Due to (or in spite of) the fact that few respondents were aware of the different methods for collecting biometric data, there was still a great deal of hesitation when the subject of using the technology came up.
Nearly half of our respondents said they would not feel comfortable using biometric data for activities like applying for a passport, unlocking their phones, going through airport security, acquiring a driver’s license, clocking in at work, or accessing their workplace.
But 1 in 3 says they’d use a fingerprint scanner to unlock their phones. And another third of respondents who don’t mind biometrics say they’d be ok using the technology for passport applications. As we get better acquainted with biometrics in our everyday lives, people are beginning to recognize its ease of use and feel more comfortable using it.
In a general sense, facial recognition is when a computer remembers the geometry of a face and can recognize it.

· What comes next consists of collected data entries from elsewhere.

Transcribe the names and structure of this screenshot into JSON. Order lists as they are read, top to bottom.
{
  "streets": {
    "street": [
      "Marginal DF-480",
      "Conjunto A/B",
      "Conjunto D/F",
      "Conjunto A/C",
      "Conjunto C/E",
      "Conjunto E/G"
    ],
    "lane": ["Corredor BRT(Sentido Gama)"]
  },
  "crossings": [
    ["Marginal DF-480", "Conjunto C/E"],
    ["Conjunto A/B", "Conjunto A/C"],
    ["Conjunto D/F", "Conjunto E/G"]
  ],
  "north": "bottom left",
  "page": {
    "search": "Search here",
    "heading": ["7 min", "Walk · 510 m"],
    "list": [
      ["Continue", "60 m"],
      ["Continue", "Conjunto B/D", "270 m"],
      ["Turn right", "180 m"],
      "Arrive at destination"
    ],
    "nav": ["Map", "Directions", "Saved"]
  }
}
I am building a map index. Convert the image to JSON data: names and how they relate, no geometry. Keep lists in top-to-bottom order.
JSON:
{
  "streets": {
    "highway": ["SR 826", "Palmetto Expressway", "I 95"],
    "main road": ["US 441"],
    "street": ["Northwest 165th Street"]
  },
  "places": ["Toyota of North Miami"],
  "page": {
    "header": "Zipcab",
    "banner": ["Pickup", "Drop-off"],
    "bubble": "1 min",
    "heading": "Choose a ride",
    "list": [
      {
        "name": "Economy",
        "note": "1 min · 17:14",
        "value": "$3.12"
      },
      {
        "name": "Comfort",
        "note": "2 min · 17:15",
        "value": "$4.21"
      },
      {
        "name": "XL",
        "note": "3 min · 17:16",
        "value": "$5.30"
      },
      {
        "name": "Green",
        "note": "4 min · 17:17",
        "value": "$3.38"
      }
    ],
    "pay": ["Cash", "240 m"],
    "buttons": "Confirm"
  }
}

Essentially, your unique facial features are used to verify your identity the same way a fingerprint scanner would.
The TSheets Time Clock Kiosk uses facial recognition to detect who is clocking in for, and out from, a job. But don’t worry! Employees are never blocked from clocking in or out. Instead, our facial recognition software snaps a photo of each employee and compares it to previous photos.
If the latest photo doesn’t look quite right, it is flagged and your company’s TSheets admin receives an email notification. That’s it! Employees can clock in and out without disruption, and if an employee isn’t who they say they are, an admin will know immediately and can manage the issue however they see fit.
Enabling facial recognition on a time clock is especially useful for preventing buddy punching, or employees clocking in for one another. And it’s great for large companies with hundreds of employees or businesses with temporary or seasonal employees, as admins may not have the ability to put a face to every name.
So let TSheets facial recognition bring your sci-fi dreams to life. Our technology takes care of employee verification, and it makes clocking in and out that much more secure.
*Methodology: TSheets commissioned Google Surveys to discover how 500 US residents, aged 18 and over, feel about biometrics.